Can I freeze the pizza dough after the mix but before the rise? Will it still rise and bake after it has been frozen? This dough will be made from scratch.
More meat please !! :-)


  • BobSBobS Posts: 2,485
    Yes, you can freeze it.

    It would probably be best to freeze it on a piece of plastic and then put it in a vac seal bag, if you have one.
  • fasteddiemfasteddiem Posts: 212
    As a pizzeria owner and avid home pizza cook I can assure you that you can freeze dough. Let it rise then "punch" it down before freezing. Cut it into even piece (I usually weight out using a scale) and wrap in plastic wrap. Then take immediately to the freezer. This will halt yeast growth. When you thaw, place at room temperature for a few hours and it will come back to life. A note about the pizza stone...make sure to let heat up for at least 30 minutes if you want to get a nice crisp crust. If you are looking for a good pizza dough recipe I recommend Jamie Oliver's pizza dough recipe...Just google it! Hope this helps!!

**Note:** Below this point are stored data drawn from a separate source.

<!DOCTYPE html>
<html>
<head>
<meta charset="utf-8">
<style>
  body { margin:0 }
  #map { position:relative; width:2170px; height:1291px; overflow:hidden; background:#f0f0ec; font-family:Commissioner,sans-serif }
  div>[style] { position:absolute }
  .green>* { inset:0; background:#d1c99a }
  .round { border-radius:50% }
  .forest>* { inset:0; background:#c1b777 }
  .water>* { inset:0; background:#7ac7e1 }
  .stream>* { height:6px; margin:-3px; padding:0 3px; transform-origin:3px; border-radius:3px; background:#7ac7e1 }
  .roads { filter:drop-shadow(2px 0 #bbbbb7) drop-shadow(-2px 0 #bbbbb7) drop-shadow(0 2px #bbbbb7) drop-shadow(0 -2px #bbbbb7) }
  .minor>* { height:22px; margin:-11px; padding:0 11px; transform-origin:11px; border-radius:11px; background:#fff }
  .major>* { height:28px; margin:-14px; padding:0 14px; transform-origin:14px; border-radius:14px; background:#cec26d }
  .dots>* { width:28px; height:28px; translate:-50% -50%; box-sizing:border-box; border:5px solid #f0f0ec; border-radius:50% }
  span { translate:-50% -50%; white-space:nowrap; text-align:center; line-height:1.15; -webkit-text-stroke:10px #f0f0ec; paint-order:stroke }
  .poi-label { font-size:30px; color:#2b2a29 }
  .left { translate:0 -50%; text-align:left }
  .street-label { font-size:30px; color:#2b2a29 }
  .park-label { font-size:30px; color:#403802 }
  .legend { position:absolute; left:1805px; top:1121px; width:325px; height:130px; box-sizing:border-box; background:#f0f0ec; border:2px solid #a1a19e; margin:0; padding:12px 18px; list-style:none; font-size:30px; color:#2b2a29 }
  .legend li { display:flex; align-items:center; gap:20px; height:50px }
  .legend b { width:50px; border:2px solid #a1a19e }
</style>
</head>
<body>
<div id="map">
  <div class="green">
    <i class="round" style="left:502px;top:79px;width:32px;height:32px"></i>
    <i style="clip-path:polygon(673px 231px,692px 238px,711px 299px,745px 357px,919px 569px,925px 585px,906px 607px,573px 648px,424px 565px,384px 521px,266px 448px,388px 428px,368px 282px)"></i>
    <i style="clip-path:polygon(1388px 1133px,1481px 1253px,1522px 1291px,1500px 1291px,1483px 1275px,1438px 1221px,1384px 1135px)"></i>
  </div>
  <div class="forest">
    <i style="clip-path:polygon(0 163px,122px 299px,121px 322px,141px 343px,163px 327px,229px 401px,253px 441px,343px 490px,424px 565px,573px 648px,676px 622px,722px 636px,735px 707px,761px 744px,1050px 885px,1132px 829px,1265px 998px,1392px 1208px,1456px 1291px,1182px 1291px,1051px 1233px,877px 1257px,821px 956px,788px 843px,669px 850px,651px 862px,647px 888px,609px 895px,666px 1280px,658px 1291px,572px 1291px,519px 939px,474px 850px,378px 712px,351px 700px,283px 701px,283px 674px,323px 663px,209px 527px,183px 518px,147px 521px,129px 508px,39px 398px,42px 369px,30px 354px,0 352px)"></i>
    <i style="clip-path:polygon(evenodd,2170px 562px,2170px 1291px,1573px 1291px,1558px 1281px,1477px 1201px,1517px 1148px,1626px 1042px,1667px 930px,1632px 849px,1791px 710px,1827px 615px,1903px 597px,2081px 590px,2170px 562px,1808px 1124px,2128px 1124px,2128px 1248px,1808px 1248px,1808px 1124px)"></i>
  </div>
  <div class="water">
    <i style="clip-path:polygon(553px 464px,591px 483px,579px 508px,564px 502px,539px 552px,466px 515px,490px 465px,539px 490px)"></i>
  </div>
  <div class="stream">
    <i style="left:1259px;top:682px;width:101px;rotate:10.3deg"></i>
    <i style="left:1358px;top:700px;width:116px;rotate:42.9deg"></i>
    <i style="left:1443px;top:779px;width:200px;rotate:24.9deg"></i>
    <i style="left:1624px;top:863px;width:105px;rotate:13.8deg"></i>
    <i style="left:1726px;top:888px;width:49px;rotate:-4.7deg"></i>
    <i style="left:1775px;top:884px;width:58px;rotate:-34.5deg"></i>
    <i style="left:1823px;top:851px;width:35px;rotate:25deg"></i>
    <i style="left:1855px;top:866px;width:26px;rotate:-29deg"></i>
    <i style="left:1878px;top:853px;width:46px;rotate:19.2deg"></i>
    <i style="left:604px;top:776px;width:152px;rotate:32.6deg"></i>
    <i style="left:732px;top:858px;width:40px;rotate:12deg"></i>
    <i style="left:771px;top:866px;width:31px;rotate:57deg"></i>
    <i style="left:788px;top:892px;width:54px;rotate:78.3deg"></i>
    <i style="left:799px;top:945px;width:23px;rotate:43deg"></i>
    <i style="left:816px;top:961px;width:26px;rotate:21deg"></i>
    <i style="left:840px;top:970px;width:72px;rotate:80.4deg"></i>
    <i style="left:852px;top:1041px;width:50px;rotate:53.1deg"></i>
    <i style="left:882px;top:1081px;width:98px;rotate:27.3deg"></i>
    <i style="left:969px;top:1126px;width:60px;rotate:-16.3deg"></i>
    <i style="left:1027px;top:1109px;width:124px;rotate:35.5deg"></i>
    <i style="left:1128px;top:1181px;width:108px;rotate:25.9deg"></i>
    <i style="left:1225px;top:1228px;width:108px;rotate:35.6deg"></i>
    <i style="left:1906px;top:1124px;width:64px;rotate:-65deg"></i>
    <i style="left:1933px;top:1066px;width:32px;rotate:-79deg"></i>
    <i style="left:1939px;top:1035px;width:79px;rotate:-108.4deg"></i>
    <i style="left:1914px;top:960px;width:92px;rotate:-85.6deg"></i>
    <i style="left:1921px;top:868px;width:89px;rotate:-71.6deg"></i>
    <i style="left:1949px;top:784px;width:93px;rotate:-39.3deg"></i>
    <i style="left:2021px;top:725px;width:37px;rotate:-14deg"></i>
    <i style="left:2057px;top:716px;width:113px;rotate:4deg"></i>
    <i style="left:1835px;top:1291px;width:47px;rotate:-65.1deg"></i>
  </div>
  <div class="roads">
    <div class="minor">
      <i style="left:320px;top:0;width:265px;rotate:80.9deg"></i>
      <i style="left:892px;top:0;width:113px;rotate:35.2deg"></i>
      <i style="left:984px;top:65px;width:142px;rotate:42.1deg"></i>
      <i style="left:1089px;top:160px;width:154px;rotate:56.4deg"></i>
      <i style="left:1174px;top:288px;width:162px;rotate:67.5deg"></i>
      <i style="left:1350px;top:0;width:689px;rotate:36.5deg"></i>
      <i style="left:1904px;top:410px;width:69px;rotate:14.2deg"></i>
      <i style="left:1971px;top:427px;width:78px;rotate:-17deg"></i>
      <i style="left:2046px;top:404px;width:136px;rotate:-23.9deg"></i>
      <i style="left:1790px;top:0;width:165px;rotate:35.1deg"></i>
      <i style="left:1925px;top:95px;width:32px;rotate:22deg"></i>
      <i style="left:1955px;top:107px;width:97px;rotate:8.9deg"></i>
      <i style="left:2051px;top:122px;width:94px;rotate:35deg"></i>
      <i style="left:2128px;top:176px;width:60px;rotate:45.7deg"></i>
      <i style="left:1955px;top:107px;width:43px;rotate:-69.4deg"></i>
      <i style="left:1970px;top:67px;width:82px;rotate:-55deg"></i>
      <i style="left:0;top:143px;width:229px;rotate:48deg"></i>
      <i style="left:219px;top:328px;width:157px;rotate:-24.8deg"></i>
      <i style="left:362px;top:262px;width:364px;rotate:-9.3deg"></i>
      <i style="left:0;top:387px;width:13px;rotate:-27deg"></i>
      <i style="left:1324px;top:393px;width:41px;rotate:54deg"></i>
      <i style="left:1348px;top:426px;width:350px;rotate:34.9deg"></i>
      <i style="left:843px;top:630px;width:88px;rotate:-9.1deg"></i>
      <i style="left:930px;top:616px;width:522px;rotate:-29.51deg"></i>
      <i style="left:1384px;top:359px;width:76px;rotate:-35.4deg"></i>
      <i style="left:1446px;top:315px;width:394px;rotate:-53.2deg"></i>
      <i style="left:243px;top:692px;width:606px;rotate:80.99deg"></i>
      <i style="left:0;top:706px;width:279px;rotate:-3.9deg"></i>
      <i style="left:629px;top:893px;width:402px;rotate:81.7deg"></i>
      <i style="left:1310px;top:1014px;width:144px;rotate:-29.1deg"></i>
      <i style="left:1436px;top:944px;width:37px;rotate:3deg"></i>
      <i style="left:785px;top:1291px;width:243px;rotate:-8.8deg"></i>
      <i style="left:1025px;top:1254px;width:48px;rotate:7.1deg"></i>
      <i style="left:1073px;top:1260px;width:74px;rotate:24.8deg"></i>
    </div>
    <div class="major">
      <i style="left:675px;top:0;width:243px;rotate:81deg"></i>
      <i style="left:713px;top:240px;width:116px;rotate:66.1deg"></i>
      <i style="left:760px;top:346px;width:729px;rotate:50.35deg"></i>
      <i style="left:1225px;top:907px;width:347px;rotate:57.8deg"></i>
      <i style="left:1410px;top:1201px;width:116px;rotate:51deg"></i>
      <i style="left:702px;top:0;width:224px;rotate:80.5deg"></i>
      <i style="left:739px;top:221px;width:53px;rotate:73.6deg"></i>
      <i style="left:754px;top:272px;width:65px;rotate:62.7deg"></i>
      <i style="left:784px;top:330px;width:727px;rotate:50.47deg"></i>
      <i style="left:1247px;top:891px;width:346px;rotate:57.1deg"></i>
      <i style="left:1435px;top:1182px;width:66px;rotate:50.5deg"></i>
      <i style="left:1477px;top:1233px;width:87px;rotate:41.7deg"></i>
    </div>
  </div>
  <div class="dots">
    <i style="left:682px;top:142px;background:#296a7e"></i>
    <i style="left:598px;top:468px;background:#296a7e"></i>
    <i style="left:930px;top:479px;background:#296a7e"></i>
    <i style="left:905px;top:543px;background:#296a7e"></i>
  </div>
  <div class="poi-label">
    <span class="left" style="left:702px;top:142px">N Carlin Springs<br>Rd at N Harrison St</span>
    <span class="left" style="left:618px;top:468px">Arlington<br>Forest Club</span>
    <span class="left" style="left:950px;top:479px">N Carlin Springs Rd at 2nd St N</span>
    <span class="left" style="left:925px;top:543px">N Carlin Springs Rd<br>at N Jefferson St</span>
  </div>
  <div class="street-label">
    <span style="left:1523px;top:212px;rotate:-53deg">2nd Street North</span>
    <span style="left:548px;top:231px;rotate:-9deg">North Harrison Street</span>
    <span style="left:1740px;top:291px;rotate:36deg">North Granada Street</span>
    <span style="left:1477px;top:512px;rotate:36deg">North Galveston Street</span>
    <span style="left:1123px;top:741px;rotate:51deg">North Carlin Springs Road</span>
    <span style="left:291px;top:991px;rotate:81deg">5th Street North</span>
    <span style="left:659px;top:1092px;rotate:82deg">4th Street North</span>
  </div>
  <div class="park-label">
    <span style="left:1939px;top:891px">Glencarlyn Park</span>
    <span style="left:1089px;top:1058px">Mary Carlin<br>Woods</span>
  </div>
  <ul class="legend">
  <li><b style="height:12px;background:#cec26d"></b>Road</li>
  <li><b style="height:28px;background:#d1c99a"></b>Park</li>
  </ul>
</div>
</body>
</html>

  • Judy MayberryJudy Mayberry Posts: 1,967
    I can tell you a couple of things.

    Pizza dough is SO much easier to handle and stretch out after it's been frozen.

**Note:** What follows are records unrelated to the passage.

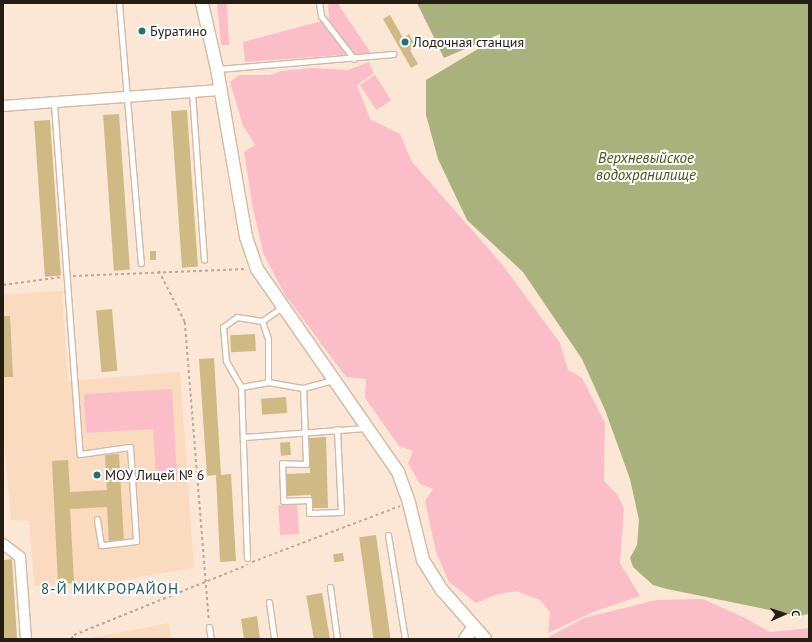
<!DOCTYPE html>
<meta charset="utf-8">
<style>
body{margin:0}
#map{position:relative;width:812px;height:642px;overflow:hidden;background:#fce7d6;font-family:"PT Sans",sans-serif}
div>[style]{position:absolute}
.built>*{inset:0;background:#fbdbc0}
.green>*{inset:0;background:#fbbec9;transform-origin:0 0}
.water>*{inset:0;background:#a9b27c}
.building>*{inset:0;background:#cfb984;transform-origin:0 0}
.path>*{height:1.5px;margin-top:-0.75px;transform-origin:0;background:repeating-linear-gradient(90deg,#b9a89a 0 3px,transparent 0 6px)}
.roads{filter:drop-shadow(1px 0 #d2b9a5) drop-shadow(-1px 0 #d2b9a5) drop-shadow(0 1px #d2b9a5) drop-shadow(0 -1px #d2b9a5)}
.service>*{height:5px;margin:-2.5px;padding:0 2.5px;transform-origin:2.5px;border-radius:2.5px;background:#fff}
.minor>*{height:10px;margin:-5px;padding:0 5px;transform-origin:5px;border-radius:5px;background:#fff}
.tertiary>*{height:12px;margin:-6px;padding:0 6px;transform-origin:6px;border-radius:6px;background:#fff}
.dots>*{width:11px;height:11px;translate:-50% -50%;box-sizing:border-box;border:2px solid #fff;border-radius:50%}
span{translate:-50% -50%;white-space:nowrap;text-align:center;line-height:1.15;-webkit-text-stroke:4px #fff;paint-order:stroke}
.poi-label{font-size:14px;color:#251c14}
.left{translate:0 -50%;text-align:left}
.water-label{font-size:15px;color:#4c5316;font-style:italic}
.neighbourhood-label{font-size:15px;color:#235e5f;letter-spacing:1px}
.frame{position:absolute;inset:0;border:4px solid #251c14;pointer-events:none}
.north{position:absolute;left:764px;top:594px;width:40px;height:40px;-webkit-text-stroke:3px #fff;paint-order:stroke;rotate:87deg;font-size:11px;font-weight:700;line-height:16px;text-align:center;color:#251c14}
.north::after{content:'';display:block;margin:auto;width:14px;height:18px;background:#251c14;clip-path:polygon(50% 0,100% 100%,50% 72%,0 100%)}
</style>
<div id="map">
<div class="built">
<i style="clip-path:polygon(62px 291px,68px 381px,180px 372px,194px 568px,103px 583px,34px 586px,29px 521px,11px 520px,3px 430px,3px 295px)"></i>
<i style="clip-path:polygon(169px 623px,171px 639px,85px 639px)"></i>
</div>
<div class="green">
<i style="clip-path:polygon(217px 3px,227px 3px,229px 45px,221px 45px)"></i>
<i style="clip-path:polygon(328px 3px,339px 3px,340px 7px,371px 53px,245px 62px,243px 42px,329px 19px)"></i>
<i style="clip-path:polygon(369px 62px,374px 73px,357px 85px,370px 119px,400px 134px,412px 162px,502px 264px,560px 343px,568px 370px,582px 378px,605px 423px,604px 481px,617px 494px,624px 508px,620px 563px,640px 596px,593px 612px,548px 633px,550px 612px,540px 600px,516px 591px,498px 594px,476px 603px,449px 582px,436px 552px,425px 501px,433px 489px,420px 484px,408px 463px,413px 451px,399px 446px,365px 398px,366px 379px,346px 377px,285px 295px,264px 255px,253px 209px,244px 152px,255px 145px,243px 126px,230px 82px,239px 75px,270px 75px,281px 71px,312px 68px,348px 70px)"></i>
<i style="left:375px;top:75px;width:30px;height:18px;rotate:57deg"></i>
<i style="clip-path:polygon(172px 389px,177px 476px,156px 477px,153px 429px,86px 433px,84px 394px)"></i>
<i style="left:297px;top:504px;width:30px;height:19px;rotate:86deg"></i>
<i style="clip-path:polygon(703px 599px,743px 617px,770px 632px,809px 628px,809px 639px,545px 639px,584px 618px,656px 600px)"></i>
</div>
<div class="water">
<i style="clip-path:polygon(417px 3px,809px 3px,809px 614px,799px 616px,667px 589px,653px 585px,633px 567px,630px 558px,637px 545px,639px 520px,630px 479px,605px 410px,582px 359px,523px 272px,467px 220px,438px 159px,426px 115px,426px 80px,483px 46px,500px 43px,500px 34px,444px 58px)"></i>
</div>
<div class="building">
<i style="clip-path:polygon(390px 15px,403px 38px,409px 34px,416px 47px,410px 50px,418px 64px,411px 68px,383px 19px)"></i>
<i style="left:187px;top:110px;width:157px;height:16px;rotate:86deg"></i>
<i style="left:119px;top:114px;width:156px;height:16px;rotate:86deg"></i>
<i style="left:50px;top:120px;width:156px;height:16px;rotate:86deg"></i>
<i style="left:150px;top:251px;width:6px;height:9px"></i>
<i style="left:112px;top:309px;width:62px;height:16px;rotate:85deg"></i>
<i style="clip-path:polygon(3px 316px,10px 316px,13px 377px,3px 377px)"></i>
<i style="left:255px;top:334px;width:17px;height:25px;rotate:87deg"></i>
<i style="clip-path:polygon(214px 358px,221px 475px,231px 474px,236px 561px,220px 562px,216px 475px,207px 476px,199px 359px)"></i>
<i style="left:286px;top:397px;width:16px;height:25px;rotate:86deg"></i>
<i style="clip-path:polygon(326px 437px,328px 508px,312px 508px,311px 495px,287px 496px,286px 474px,310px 473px,309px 438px)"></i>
<i style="left:290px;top:442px;width:13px;height:10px;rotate:86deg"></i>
<i style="clip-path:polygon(119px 454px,124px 542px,109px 543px,107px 507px,70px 509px,74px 583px,58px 584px,52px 461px,68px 460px,70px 492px,107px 490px,105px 455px)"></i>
<i style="left:376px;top:535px;width:105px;height:17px;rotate:82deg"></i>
<i style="left:343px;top:553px;width:8px;height:10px;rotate:83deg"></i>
<i style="clip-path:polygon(12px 559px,17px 639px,3px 639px,3px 560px)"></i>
<i style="left:322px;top:593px;width:47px;height:16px;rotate:80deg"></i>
<i style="clip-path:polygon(257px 616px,260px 639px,244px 639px,241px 619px)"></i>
</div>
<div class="path">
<i style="left:424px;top:18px;width:33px;rotate:-27deg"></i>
<i style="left:432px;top:32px;width:35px;rotate:-16deg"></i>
<i style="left:159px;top:271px;width:57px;rotate:63deg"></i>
<i style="left:185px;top:322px;width:300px;rotate:85.4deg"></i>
<i style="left:73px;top:276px;width:174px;rotate:-2.3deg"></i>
<i style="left:3px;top:285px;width:59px;rotate:-7.9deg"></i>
<i style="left:252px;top:562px;width:158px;rotate:-20.7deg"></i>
<i style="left:71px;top:639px;width:5px;rotate:-53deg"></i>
<i style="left:74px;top:635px;width:187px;rotate:-22deg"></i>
</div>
<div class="roads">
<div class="service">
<i style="left:119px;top:3px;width:261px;rotate:85.2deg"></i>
<i style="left:319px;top:3px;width:13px;rotate:81deg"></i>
<i style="left:321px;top:16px;width:54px;rotate:52.5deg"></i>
<i style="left:218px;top:69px;width:176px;rotate:-4.9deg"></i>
<i style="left:192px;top:93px;width:167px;rotate:85.9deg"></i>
<i style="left:54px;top:104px;width:351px;rotate:85.8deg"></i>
<i style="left:80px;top:454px;width:50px;rotate:-8deg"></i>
<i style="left:130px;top:447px;width:94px;rotate:86.3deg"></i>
<i style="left:136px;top:541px;width:35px;rotate:173deg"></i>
<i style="left:101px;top:545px;width:26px;rotate:-99deg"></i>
<i style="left:268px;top:382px;width:36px;rotate:10deg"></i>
<i style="left:303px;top:388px;width:31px;rotate:-15deg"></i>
<i style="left:241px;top:387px;width:27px;rotate:-10deg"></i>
<i style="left:268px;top:382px;width:43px;rotate:-90deg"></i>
<i style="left:268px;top:339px;width:19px;rotate:-108deg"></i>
<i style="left:303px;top:388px;width:76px;rotate:87.7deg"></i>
<i style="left:306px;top:464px;width:24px;rotate:-178deg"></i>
<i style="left:282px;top:463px;width:38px;rotate:88deg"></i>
<i style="left:283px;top:501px;width:26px;rotate:-2deg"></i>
<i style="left:309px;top:500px;width:13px;rotate:90deg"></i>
<i style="left:309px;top:513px;width:32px;rotate:-2deg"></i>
<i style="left:341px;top:512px;width:83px;rotate:-92.8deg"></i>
<i style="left:244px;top:437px;width:122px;rotate:-4.2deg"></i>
<i style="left:388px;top:535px;width:105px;rotate:80.7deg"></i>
<i style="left:247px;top:558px;width:171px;rotate:-92deg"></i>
<i style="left:241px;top:387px;width:30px;rotate:-120deg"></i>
<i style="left:226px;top:361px;width:34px;rotate:-95deg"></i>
<i style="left:223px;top:327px;width:17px;rotate:-36deg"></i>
<i style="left:237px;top:317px;width:25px;rotate:9deg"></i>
<i style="left:262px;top:321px;width:24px;rotate:-35deg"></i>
<i style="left:330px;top:587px;width:52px;rotate:82.3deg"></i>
<i style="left:269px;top:602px;width:37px;rotate:82deg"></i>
<i style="left:209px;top:627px;width:12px;rotate:81deg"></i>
</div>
<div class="minor">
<i style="left:3px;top:106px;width:219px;rotate:-4.2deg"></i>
<i style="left:3px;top:544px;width:21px;rotate:37deg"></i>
<i style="left:20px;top:557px;width:82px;rotate:85.8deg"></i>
</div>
<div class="tertiary">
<i style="left:202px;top:3px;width:68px;rotate:77.2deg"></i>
<i style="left:217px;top:69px;width:170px;rotate:80.2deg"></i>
<i style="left:246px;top:237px;width:34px;rotate:71deg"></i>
<i style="left:257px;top:269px;width:247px;rotate:55.2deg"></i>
<i style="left:398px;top:472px;width:33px;rotate:70deg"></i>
<i style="left:409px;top:503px;width:59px;rotate:76.2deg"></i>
<i style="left:423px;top:560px;width:36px;rotate:58deg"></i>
<i style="left:442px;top:590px;width:65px;rotate:48.7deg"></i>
<i style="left:465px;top:639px;width:14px;rotate:-54deg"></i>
</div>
</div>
<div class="dots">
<i style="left:142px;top:31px;background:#267173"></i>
<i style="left:405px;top:42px;background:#267173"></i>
<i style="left:97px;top:475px;background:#267173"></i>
</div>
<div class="poi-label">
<span class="left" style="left:150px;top:31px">Буратино</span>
<span class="left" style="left:413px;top:42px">Лодочная станция</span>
<span class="left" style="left:105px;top:475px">МОУ Лицей № 6</span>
</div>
<div class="water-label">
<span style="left:646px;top:166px">Верхневыйское<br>водохранилище</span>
</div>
<div class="neighbourhood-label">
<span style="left:110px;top:589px">8-Й МИКРОРАЙОН</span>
</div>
<div class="frame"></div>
<div class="north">С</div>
</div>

    And please, don't literally "punch" the dough down...that forces the air out if it! Handle it gently and it will reward you.
    Judy in San Diego
  • Little ChefLittle Chef Posts: 4,725
    Absolutely! Give it a full 24 hours to thaw, then allow a few extra hours for the rise. Wrap super tight in balls for the freezer, then open the bag in the fridge (keeping the dough from air, though).
  • fasteddiemfasteddiem Posts: 212

    Please explain why you wouldn't punch down the dough...When you allow for the initial rise in yeast it more than doubles in size. If you were to cut into smaller balls without punching you would essentially be doing the same thing. By "punching" it down you create a uniform dough that is easier to handle. It will gain some additional breath on the second rise post-freeze...just my thoughts...
  • XLentEGGXLentEGG Posts: 432
    THANK YOU !! For all of the great input!! I will now go foward with the next chapter in the Great Egg Experience!! PIZZA!! :woohoo:
    More meat please !! :-)
  • Judy MayberryJudy Mayberry Posts: 1,967
    Fast Eddie:

    You can expel the extra air with gentle handling just as well as with a left jab.
    Judy in San Diego
  • greendeangreendean Posts: 50
    thanks for the recipe suggestion. I am always looking. Mine seems to have too much air in it and stretches to much making it hard to handle and actually get to the stone.
  • fasteddiemfasteddiem Posts: 212
    stretch it out on a floured surface...Remember that corn meal is your friend...We call it "taco-ing" the pizza! :laugh:
  • uglydoguglydog Posts: 256
    I have successfully frozen home made dough, then let it thaw and do a second rise. If the dough doesn't seem to want to stretch correctly, let it rest for 5 minutes and return to stretching it again. I have tried several different things with home made pizza dough, and have yet to feel the need to throw the pizza out and call Domino's! Eggsperiment with it and enjoy the results.

  • Judy MayberryJudy Mayberry Posts: 1,967
    I just remembered something that's a real help. Instead of flour or cornmeal under the stretched-out dough round or on the peel...use semolina. I can't explain why, but it works just like ball bearings and the dough slides beautifully.

    I discovered it by accident when I had the semolina out, probably used a dough recipe that called for some, so I sprinkled that on the peel and put the dough round on it. Fantastic!